Catching ROOT errors from pyROOT


ROOT Version: 6.24/02
Platform: linuxx8664gcc


Hi all,

I have a very similar problem to a ROOT user from many years ago: I’m processing data using pyROOT, and some of it is corrupted and calls to e.g. Get() or GetListOfKeys() print errors like
Error R__unzip_header: error in header. Values: 2054
Error in <TBufferFile::ReadClassBuffer>: Could not find the StreamerInfo for version 10 of the class TF1, object skipped at offset 1194
Error in <TBufferFile::CheckByteCount>: object of class TF1 read too few bytes: 2 instead of 1173
to the console. Processing this data can cause our code to segfault unexpectedly, and it would be ideal to instead catch these errors (either with checks or an except statement).
In another thread, there is some hope that catching these errors from pyROOT would be available in a future ROOT version. Is there a way to catch these errors natively with pyROOT now?

Another solution posed in these threads is to use rootpy’s “dark magic”, but development of rootpy seems abandoned so a native pyROOT method would be preferable.

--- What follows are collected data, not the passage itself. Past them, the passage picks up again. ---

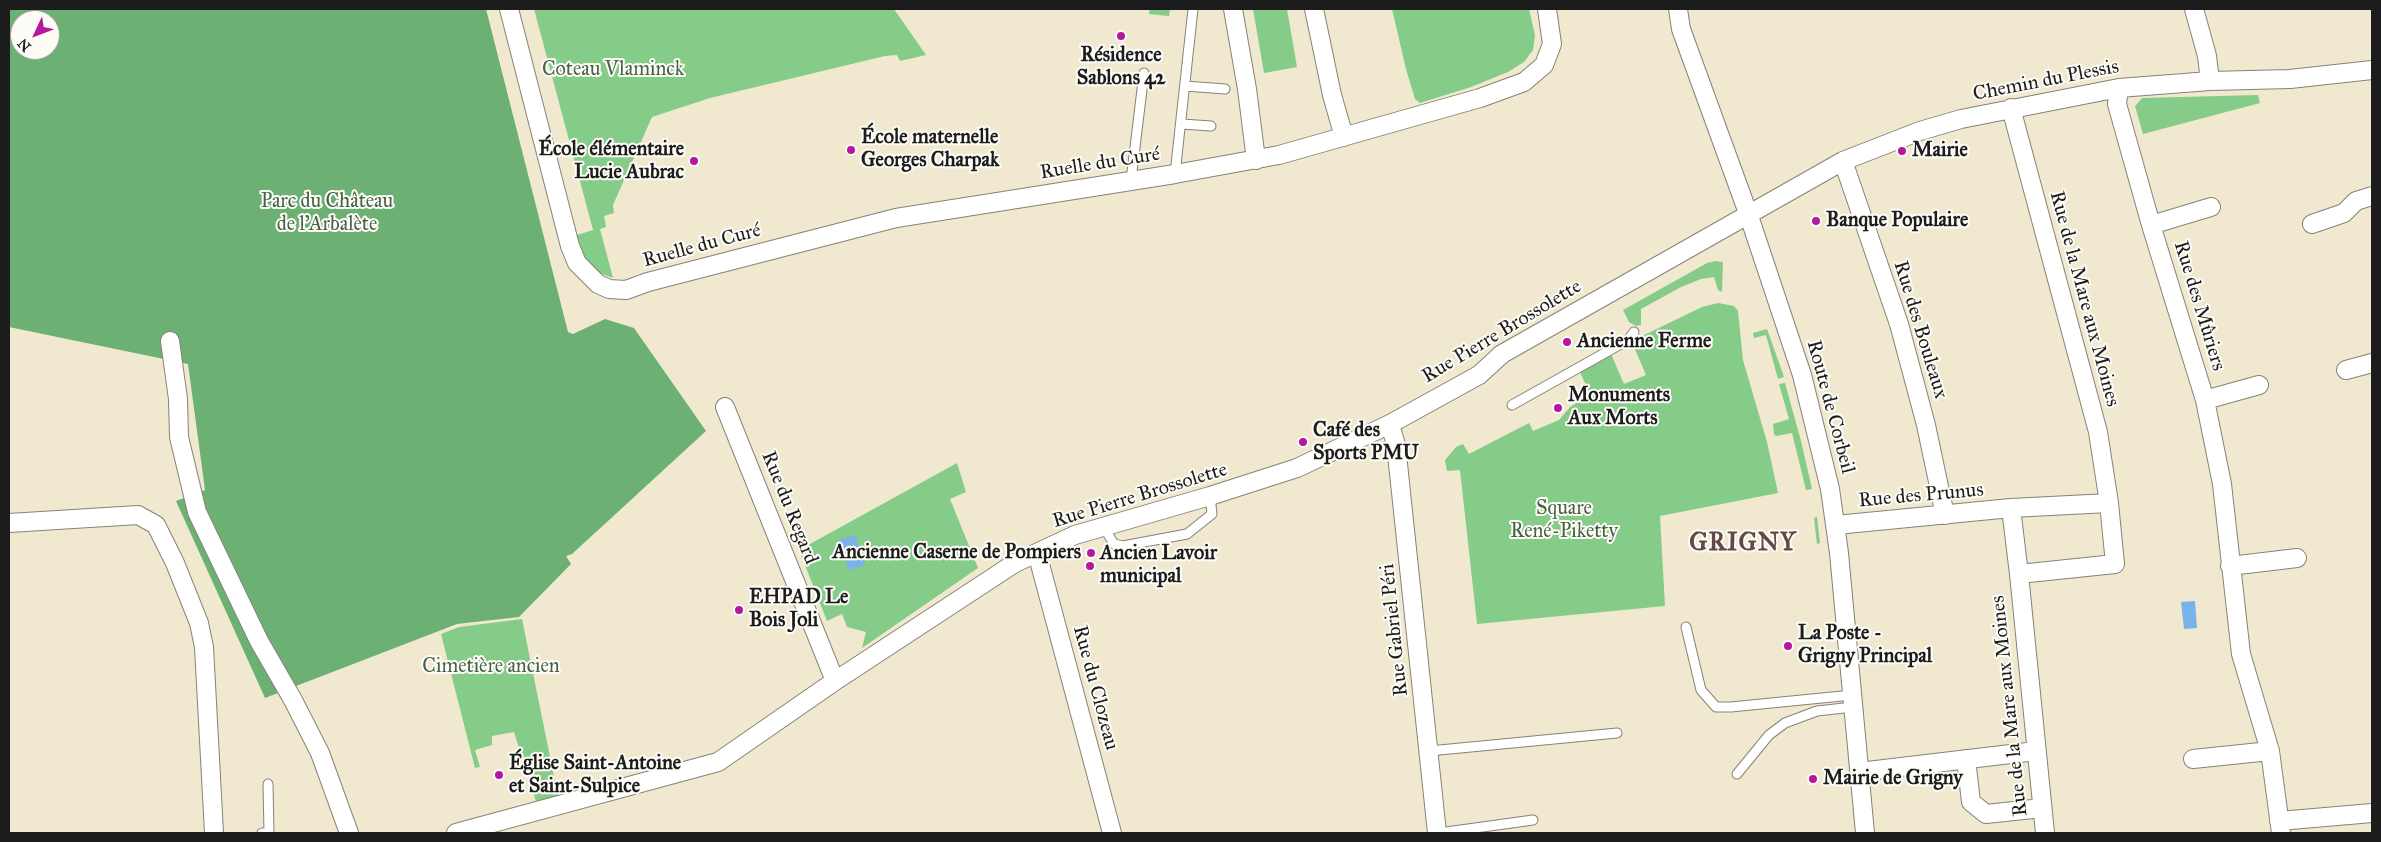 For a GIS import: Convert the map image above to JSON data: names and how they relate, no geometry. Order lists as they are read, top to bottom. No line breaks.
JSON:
{"streets":{"street":["Chemin du Plessis","Ruelle du Curé","Rue de la Mare aux Moines","Rue des Mûriers","Rue des Bouleaux","Rue Pierre Brossolette","Route de Corbeil","Rue des Prunus","Rue du Regard","Rue Gabriel Péri","Rue du Clozeau"]},"crossings":[["Chemin du Plessis","Rue de la Mare aux Moines"],["Chemin du Plessis","Rue des Mûriers"],["Chemin du Plessis","Rue des Bouleaux"],["Chemin du Plessis","Rue Pierre Brossolette"],["Chemin du Plessis","Route de Corbeil"],["Rue de la Mare aux Moines","Rue des Prunus"],["Rue des Bouleaux","Rue des Prunus"],["Rue Pierre Brossolette","Route de Corbeil"],["Rue Pierre Brossolette","Rue du Regard"],["Rue Pierre Brossolette","Rue Gabriel Péri"],["Rue Pierre Brossolette","Rue du Clozeau"],["Route de Corbeil","Rue des Prunus"]],"districts":["GRIGNY"],"parks":["Coteau Vlaminck","Parc du Château de l'Arbalète","Square René-Piketty","Cimetière ancien"],"places":["Résidence Sablons 42","École maternelle Georges Charpak","Mairie","École élémentaire Lucie Aubrac","Banque Populaire","Ancienne Ferme","Monuments Aux Morts","Café des Sports PMU","Ancienne Caserne de Pompiers","Ancien Lavoir municipal","EHPAD Le Bois Joli","La Poste - Grigny Principal","Église Saint-Antoine et Saint-Sulpice","Mairie de Grigny"],"north":"bottom left"} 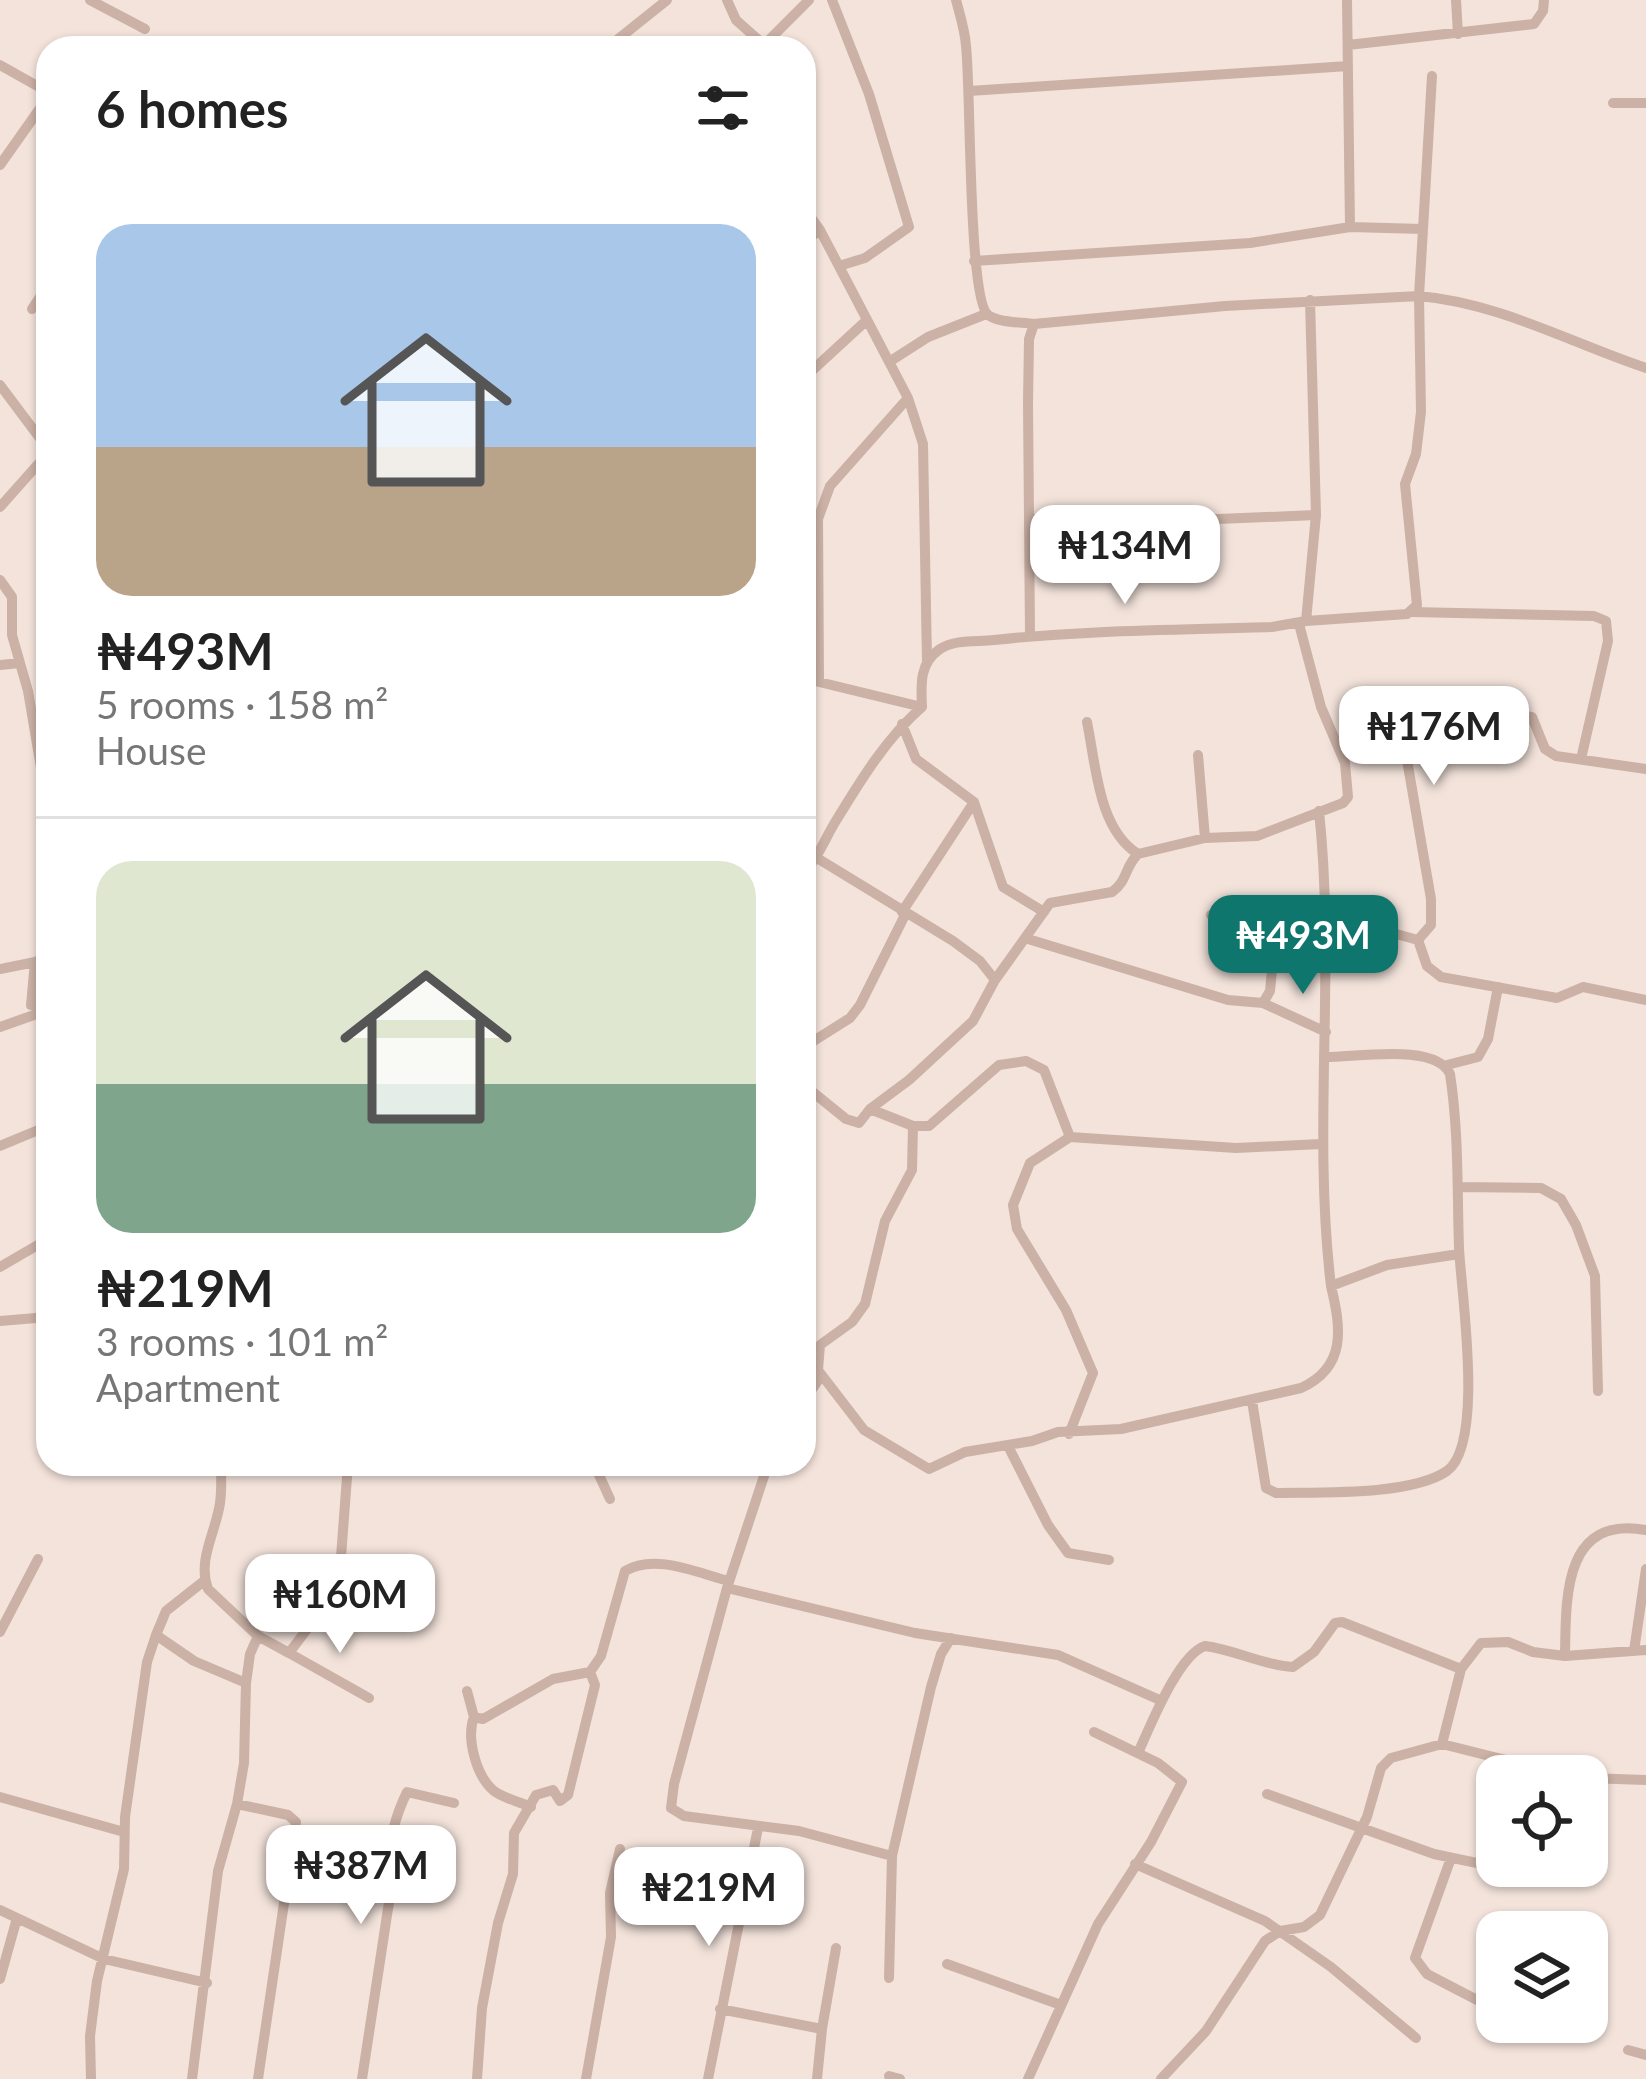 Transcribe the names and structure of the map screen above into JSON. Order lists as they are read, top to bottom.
{
  "page": {
    "heading": "6 homes",
    "list": [
      {
        "name": "₦493M",
        "note": "5 rooms · 158 m² · House"
      },
      {
        "name": "₦219M",
        "note": "3 rooms · 101 m² · Apartment"
      }
    ],
    "price": [
      "₦134M",
      "₦176M",
      "₦493M",
      "₦160M",
      "₦387M",
      "₦219M"
    ]
  }
}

I guess @etejedor can help you.

Hello,

Unfortunately there is nothing implemented in PyROOT to handle error messages coming from ROOT C++ classes as exceptions.

Perhaps you could try to do some checks when invoking e.g. GetListOfKeys on a corrupted dataset? Does it also e.g. return a nullptr besides printing the error?

It seems the problem comes from upgrading ROOT minor versions (from 6.14 to 6.24), and that’s why the data could no longer be read properly. We’ll start generating the data with a modern ROOT version to prevent this in the future. I’ll check to see if the nullptr checks resolve the issue in pyROOT.

See this note about 6.14; that may be part of the ‘bad files’ issue.